§ **PROBLEM DESCRIPTION**
Extract all data as written.
■ ■ ■ ■ ■ ■ ■
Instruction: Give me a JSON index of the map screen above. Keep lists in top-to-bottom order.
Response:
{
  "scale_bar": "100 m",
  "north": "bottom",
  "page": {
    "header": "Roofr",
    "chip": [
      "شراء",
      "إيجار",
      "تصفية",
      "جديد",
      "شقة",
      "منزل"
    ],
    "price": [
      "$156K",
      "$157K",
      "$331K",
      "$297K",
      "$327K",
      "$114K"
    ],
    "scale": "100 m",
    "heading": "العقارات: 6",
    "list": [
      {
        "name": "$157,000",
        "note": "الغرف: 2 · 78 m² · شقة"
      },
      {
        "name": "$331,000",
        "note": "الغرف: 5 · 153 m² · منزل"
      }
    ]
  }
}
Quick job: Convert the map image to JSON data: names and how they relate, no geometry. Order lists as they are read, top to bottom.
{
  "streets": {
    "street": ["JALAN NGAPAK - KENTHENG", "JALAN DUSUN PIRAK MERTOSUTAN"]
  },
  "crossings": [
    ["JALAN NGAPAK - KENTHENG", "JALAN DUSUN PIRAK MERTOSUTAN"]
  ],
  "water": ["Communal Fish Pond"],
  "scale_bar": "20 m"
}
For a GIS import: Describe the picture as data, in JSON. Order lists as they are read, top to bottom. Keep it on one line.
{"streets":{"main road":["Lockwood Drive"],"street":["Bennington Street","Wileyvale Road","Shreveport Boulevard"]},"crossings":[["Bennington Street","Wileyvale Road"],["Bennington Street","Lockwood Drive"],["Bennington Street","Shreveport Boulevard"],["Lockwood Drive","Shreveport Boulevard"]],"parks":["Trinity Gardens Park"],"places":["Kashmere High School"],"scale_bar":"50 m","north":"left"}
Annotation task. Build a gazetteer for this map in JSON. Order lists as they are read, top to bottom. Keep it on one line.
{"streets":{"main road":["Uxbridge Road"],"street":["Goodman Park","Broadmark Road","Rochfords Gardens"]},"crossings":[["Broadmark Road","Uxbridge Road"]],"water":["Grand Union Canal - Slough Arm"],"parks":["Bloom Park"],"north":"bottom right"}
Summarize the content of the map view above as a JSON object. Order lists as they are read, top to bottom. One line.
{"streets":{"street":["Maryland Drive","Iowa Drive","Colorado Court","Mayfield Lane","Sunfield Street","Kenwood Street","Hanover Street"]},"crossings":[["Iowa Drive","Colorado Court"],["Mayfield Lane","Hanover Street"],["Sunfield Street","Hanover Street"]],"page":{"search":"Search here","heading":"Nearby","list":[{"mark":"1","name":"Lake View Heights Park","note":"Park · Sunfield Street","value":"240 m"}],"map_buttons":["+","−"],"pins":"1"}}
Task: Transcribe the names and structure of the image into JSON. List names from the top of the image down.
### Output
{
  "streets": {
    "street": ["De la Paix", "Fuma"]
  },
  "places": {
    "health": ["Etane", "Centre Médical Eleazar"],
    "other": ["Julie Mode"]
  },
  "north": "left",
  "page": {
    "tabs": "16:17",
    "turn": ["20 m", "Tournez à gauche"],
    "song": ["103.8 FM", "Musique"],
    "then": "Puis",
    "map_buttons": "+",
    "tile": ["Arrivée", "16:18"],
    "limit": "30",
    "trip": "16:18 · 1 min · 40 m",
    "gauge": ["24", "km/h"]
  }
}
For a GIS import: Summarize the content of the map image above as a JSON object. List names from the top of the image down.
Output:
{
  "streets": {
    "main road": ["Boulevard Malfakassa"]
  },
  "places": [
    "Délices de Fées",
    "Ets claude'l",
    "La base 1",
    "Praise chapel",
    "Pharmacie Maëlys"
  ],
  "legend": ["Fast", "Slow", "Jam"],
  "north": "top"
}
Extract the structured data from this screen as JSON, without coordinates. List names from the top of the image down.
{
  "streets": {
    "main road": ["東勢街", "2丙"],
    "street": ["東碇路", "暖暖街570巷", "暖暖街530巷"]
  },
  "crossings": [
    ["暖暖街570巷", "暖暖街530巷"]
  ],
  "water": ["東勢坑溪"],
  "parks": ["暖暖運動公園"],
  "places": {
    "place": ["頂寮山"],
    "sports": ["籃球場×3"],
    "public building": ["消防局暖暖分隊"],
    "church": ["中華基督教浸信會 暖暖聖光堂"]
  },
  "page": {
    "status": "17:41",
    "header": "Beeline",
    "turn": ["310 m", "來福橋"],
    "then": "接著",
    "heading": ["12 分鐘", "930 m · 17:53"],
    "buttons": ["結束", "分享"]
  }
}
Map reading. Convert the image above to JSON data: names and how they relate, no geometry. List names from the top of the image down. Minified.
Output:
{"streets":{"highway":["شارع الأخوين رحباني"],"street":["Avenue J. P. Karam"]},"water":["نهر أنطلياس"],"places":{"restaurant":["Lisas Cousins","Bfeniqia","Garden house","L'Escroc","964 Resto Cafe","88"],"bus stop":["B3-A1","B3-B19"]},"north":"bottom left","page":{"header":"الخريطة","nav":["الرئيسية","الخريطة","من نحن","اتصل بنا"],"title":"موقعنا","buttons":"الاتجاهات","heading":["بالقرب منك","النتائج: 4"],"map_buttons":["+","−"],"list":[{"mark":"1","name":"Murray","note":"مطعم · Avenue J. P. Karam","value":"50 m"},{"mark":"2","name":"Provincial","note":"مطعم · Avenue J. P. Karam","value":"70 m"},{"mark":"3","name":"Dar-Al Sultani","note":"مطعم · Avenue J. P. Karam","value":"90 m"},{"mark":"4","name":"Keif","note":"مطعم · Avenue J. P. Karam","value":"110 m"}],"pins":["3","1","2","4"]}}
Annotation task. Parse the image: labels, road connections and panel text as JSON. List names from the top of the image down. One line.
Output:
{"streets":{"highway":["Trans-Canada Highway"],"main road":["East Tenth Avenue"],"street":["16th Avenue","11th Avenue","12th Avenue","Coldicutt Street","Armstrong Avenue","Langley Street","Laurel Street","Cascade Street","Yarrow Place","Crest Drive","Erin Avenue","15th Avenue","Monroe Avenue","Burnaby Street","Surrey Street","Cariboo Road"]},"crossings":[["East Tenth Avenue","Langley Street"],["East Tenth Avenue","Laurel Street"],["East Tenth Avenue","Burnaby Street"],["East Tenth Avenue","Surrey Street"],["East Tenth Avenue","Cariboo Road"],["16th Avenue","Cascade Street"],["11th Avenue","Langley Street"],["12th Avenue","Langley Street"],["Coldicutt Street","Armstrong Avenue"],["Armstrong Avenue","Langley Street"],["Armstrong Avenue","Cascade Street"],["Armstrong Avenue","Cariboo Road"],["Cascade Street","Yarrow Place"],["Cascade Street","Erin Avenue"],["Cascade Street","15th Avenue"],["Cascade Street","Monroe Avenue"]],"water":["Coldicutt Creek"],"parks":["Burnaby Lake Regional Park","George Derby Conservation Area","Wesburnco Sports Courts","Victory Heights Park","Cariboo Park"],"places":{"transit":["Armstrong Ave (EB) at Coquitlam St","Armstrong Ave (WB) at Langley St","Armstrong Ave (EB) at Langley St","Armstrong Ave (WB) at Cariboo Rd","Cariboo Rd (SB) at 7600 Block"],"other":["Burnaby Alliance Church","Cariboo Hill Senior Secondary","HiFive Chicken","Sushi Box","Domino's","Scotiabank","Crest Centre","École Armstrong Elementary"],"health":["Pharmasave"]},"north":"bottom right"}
■ ■ ■ ■ ■ ■ ■
§ **WRITTEN RESPONSE**
Instruction: Give me a JSON index of the map screen above. Keep lists in top-to-bottom order.
Response:
{
  "scale_bar": "100 m",
  "north": "bottom",
  "page": {
    "header": "Roofr",
    "chip": [
      "شراء",
      "إيجار",
      "تصفية",
      "جديد",
      "شقة",
      "منزل"
    ],
    "price": [
      "$156K",
      "$157K",
      "$331K",
      "$297K",
      "$327K",
      "$114K"
    ],
    "scale": "100 m",
    "heading": "العقارات: 6",
    "list": [
      {
        "name": "$157,000",
        "note": "الغرف: 2 · 78 m² · شقة"
      },
      {
        "name": "$331,000",
        "note": "الغرف: 5 · 153 m² · منزل"
      }
    ]
  }
}
Quick job: Convert the map image to JSON data: names and how they relate, no geometry. Order lists as they are read, top to bottom.
{
  "streets": {
    "street": ["JALAN NGAPAK - KENTHENG", "JALAN DUSUN PIRAK MERTOSUTAN"]
  },
  "crossings": [
    ["JALAN NGAPAK - KENTHENG", "JALAN DUSUN PIRAK MERTOSUTAN"]
  ],
  "water": ["Communal Fish Pond"],
  "scale_bar": "20 m"
}
For a GIS import: Describe the picture as data, in JSON. Order lists as they are read, top to bottom. Keep it on one line.
{"streets":{"main road":["Lockwood Drive"],"street":["Bennington Street","Wileyvale Road","Shreveport Boulevard"]},"crossings":[["Bennington Street","Wileyvale Road"],["Bennington Street","Lockwood Drive"],["Bennington Street","Shreveport Boulevard"],["Lockwood Drive","Shreveport Boulevard"]],"parks":["Trinity Gardens Park"],"places":["Kashmere High School"],"scale_bar":"50 m","north":"left"}
Annotation task. Build a gazetteer for this map in JSON. Order lists as they are read, top to bottom. Keep it on one line.
{"streets":{"main road":["Uxbridge Road"],"street":["Goodman Park","Broadmark Road","Rochfords Gardens"]},"crossings":[["Broadmark Road","Uxbridge Road"]],"water":["Grand Union Canal - Slough Arm"],"parks":["Bloom Park"],"north":"bottom right"}
Summarize the content of the map view above as a JSON object. Order lists as they are read, top to bottom. One line.
{"streets":{"street":["Maryland Drive","Iowa Drive","Colorado Court","Mayfield Lane","Sunfield Street","Kenwood Street","Hanover Street"]},"crossings":[["Iowa Drive","Colorado Court"],["Mayfield Lane","Hanover Street"],["Sunfield Street","Hanover Street"]],"page":{"search":"Search here","heading":"Nearby","list":[{"mark":"1","name":"Lake View Heights Park","note":"Park · Sunfield Street","value":"240 m"}],"map_buttons":["+","−"],"pins":"1"}}
Task: Transcribe the names and structure of the image into JSON. List names from the top of the image down.
### Output
{
  "streets": {
    "street": ["De la Paix", "Fuma"]
  },
  "places": {
    "health": ["Etane", "Centre Médical Eleazar"],
    "other": ["Julie Mode"]
  },
  "north": "left",
  "page": {
    "tabs": "16:17",
    "turn": ["20 m", "Tournez à gauche"],
    "song": ["103.8 FM", "Musique"],
    "then": "Puis",
    "map_buttons": "+",
    "tile": ["Arrivée", "16:18"],
    "limit": "30",
    "trip": "16:18 · 1 min · 40 m",
    "gauge": ["24", "km/h"]
  }
}
For a GIS import: Summarize the content of the map image above as a JSON object. List names from the top of the image down.
Output:
{
  "streets": {
    "main road": ["Boulevard Malfakassa"]
  },
  "places": [
    "Délices de Fées",
    "Ets claude'l",
    "La base 1",
    "Praise chapel",
    "Pharmacie Maëlys"
  ],
  "legend": ["Fast", "Slow", "Jam"],
  "north": "top"
}
Extract the structured data from this screen as JSON, without coordinates. List names from the top of the image down.
{
  "streets": {
    "main road": ["東勢街", "2丙"],
    "street": ["東碇路", "暖暖街570巷", "暖暖街530巷"]
  },
  "crossings": [
    ["暖暖街570巷", "暖暖街530巷"]
  ],
  "water": ["東勢坑溪"],
  "parks": ["暖暖運動公園"],
  "places": {
    "place": ["頂寮山"],
    "sports": ["籃球場×3"],
    "public building": ["消防局暖暖分隊"],
    "church": ["中華基督教浸信會 暖暖聖光堂"]
  },
  "page": {
    "status": "17:41",
    "header": "Beeline",
    "turn": ["310 m", "來福橋"],
    "then": "接著",
    "heading": ["12 分鐘", "930 m · 17:53"],
    "buttons": ["結束", "分享"]
  }
}
Map reading. Convert the image above to JSON data: names and how they relate, no geometry. List names from the top of the image down. Minified.
Output:
{"streets":{"highway":["شارع الأخوين رحباني"],"street":["Avenue J. P. Karam"]},"water":["نهر أنطلياس"],"places":{"restaurant":["Lisas Cousins","Bfeniqia","Garden house","L'Escroc","964 Resto Cafe","88"],"bus stop":["B3-A1","B3-B19"]},"north":"bottom left","page":{"header":"الخريطة","nav":["الرئيسية","الخريطة","من نحن","اتصل بنا"],"title":"موقعنا","buttons":"الاتجاهات","heading":["بالقرب منك","النتائج: 4"],"map_buttons":["+","−"],"list":[{"mark":"1","name":"Murray","note":"مطعم · Avenue J. P. Karam","value":"50 m"},{"mark":"2","name":"Provincial","note":"مطعم · Avenue J. P. Karam","value":"70 m"},{"mark":"3","name":"Dar-Al Sultani","note":"مطعم · Avenue J. P. Karam","value":"90 m"},{"mark":"4","name":"Keif","note":"مطعم · Avenue J. P. Karam","value":"110 m"}],"pins":["3","1","2","4"]}}
Annotation task. Parse the image: labels, road connections and panel text as JSON. List names from the top of the image down. One line.
Output:
{"streets":{"highway":["Trans-Canada Highway"],"main road":["East Tenth Avenue"],"street":["16th Avenue","11th Avenue","12th Avenue","Coldicutt Street","Armstrong Avenue","Langley Street","Laurel Street","Cascade Street","Yarrow Place","Crest Drive","Erin Avenue","15th Avenue","Monroe Avenue","Burnaby Street","Surrey Street","Cariboo Road"]},"crossings":[["East Tenth Avenue","Langley Street"],["East Tenth Avenue","Laurel Street"],["East Tenth Avenue","Burnaby Street"],["East Tenth Avenue","Surrey Street"],["East Tenth Avenue","Cariboo Road"],["16th Avenue","Cascade Street"],["11th Avenue","Langley Street"],["12th Avenue","Langley Street"],["Coldicutt Street","Armstrong Avenue"],["Armstrong Avenue","Langley Street"],["Armstrong Avenue","Cascade Street"],["Armstrong Avenue","Cariboo Road"],["Cascade Street","Yarrow Place"],["Cascade Street","Erin Avenue"],["Cascade Street","15th Avenue"],["Cascade Street","Monroe Avenue"]],"water":["Coldicutt Creek"],"parks":["Burnaby Lake Regional Park","George Derby Conservation Area","Wesburnco Sports Courts","Victory Heights Park","Cariboo Park"],"places":{"transit":["Armstrong Ave (EB) at Coquitlam St","Armstrong Ave (WB) at Langley St","Armstrong Ave (EB) at Langley St","Armstrong Ave (WB) at Cariboo Rd","Cariboo Rd (SB) at 7600 Block"],"other":["Burnaby Alliance Church","Cariboo Hill Senior Secondary","HiFive Chicken","Sushi Box","Domino's","Scotiabank","Crest Centre","École Armstrong Elementary"],"health":["Pharmasave"]},"north":"bottom right"}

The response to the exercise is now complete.